When the only thing you can eat can kill you, having more gene copies can help

According to research supported by the U.S. National Science Foundation, gene duplications being selected over evolutionary time — not the specialization of certain enzymes — allows wood rats to feed on creosote bush, a highly toxic desert shrub. The findings could aid in understanding genetic adaptations to poisonous foods in other mammals and even why individual humans metabolize drugs differently.

Around the end of the ice age, two species of wood rats in certain locations were forced to change their diet from juniper to creosote bush when the former died out in their native habitat and creosote invaded. The team of researchers, led by Denise Dearing, a distinguished professor in the School of Biological Sciences at the University of Utah, set out to understand just how these wood rats were able to switch to eating the toxic plant when so many other animals in the area couldn't. They found that natural selection favored genetic changes leading to the duplication of genes that increased levels of existing detoxification enzymes to clear creosote toxins rather than modifying these enzymes to break down the toxic creosote faster.

"Rather than new tools specially designed for metabolizing this toxin, evolution made use of existing machinery — just by making more of it," said Dearing. "That's not to say it wasn't a massive change.
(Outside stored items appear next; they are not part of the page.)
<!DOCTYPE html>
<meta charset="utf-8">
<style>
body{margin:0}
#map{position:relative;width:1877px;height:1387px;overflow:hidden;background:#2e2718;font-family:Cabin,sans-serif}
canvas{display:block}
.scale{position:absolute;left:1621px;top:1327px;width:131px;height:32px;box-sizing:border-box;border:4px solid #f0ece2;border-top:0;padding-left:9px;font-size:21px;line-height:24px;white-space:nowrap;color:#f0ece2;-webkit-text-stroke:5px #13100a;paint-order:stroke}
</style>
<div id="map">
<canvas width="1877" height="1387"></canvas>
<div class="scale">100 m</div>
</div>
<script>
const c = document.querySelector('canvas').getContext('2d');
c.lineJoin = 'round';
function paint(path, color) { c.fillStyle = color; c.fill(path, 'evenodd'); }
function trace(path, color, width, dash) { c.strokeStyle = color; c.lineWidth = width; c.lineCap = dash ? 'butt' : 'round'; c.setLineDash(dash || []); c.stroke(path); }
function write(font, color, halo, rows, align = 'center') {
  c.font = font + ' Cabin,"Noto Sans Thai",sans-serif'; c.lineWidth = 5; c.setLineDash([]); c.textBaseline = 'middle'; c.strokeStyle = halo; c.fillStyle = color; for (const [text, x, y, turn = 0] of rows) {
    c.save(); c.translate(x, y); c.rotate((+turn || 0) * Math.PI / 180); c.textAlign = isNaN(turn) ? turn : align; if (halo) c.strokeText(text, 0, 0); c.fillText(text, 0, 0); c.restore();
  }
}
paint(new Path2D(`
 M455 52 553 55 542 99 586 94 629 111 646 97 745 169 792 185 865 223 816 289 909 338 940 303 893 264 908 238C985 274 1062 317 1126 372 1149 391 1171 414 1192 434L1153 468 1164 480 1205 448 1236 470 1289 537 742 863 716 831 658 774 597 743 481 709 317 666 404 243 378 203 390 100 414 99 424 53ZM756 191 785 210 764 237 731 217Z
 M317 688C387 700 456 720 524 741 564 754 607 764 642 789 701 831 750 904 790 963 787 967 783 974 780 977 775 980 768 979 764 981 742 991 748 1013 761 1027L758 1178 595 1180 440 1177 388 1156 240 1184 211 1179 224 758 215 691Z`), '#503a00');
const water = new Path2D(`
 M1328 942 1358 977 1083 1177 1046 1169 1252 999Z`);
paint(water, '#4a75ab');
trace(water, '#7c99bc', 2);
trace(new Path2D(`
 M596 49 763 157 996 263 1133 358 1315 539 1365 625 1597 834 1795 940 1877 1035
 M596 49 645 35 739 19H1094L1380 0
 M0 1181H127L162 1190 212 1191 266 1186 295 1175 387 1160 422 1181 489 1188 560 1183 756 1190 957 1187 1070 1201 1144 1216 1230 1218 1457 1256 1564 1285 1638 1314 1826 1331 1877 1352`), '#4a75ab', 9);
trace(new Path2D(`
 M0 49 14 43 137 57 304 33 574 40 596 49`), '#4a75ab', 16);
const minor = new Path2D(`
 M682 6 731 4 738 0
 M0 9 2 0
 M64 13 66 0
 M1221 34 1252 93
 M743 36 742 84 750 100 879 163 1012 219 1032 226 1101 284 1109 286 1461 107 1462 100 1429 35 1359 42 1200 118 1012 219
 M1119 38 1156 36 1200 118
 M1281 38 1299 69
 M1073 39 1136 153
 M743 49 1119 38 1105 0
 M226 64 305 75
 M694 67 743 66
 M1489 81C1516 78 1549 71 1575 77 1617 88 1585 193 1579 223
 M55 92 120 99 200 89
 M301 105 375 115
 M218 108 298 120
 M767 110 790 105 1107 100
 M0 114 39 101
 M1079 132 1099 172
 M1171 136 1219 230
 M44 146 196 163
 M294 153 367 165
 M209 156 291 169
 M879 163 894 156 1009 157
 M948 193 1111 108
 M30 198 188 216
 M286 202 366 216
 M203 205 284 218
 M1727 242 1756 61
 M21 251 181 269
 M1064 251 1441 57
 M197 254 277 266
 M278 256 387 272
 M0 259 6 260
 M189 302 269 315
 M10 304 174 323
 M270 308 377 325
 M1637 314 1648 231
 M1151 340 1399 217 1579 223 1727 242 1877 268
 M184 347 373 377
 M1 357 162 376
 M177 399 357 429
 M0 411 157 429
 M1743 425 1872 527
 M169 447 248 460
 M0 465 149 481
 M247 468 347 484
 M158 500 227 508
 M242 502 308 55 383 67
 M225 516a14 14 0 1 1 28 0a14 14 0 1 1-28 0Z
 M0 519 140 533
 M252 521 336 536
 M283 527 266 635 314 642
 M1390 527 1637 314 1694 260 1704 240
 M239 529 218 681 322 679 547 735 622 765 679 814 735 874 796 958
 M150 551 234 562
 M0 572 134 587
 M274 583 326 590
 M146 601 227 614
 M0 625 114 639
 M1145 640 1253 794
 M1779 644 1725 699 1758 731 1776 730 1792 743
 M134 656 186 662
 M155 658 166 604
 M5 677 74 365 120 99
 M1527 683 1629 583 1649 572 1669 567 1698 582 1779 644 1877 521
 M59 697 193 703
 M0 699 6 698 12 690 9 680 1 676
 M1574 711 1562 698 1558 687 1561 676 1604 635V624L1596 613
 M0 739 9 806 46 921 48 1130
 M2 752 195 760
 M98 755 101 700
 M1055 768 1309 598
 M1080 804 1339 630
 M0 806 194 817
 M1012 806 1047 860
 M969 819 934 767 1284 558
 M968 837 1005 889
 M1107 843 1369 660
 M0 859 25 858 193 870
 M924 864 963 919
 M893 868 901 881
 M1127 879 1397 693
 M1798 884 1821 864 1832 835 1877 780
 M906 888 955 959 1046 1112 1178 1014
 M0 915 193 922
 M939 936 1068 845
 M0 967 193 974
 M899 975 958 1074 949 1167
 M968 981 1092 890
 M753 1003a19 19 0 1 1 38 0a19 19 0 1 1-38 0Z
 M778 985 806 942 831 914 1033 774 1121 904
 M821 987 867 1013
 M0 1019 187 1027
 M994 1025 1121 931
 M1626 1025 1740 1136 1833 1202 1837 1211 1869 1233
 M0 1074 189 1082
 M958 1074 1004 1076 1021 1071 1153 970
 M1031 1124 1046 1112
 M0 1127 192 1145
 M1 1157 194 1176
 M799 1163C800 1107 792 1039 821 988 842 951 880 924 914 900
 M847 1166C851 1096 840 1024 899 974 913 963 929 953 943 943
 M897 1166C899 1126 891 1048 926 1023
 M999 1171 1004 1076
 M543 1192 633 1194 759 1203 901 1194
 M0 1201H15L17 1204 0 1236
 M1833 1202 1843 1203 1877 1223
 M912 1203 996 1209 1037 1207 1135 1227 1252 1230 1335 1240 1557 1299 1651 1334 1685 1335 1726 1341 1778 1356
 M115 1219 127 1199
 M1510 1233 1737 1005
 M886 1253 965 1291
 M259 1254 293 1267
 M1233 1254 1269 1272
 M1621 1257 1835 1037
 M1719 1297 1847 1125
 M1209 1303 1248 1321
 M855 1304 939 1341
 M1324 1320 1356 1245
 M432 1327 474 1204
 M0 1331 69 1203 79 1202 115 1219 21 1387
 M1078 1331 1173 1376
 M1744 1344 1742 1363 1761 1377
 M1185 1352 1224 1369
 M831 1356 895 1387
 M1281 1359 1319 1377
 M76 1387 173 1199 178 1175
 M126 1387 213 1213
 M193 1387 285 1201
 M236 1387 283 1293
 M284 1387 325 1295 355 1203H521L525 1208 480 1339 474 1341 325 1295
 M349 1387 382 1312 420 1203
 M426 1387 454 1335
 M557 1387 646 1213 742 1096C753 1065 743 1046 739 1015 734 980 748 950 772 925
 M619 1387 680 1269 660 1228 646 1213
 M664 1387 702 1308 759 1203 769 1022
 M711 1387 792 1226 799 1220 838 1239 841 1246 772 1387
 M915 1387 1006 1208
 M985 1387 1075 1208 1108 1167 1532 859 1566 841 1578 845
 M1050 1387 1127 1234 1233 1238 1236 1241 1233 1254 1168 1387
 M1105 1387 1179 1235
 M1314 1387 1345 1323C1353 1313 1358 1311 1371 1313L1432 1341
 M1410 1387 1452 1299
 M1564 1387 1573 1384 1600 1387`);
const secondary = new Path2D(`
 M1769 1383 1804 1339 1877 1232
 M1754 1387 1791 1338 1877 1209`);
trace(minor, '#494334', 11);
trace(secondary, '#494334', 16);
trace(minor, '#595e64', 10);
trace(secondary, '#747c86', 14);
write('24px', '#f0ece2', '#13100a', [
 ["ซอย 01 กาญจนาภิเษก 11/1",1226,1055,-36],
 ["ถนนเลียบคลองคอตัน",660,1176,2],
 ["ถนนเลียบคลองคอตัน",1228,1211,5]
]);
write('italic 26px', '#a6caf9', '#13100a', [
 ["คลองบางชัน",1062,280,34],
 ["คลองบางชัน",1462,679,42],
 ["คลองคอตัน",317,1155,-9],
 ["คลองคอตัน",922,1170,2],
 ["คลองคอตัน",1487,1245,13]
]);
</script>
There wasn't just an increase in the numbers of a single gene; many genes were duplicated across multiple categories known to have a role in detoxification."

Humans also vary in the number of detoxification-related genes, potentially related to certain groups having toxic plants in their diet. "It's possible that the variation we see in human detoxification gene number was driven by a similar necessity to eat toxic plants," Dearing added. "These genes also help break down drugs and medicine, so the variation could drive differences in how quickly people break down drugs."

The changes in wood rats also involved enhancing the expression of at least one protein associated with one of the genes. Additionally, the researchers found that the change, which occurred independently in two different species of wood rat, took place over a short time relative to the evolutionary history of the species. The work was published in the journal Science.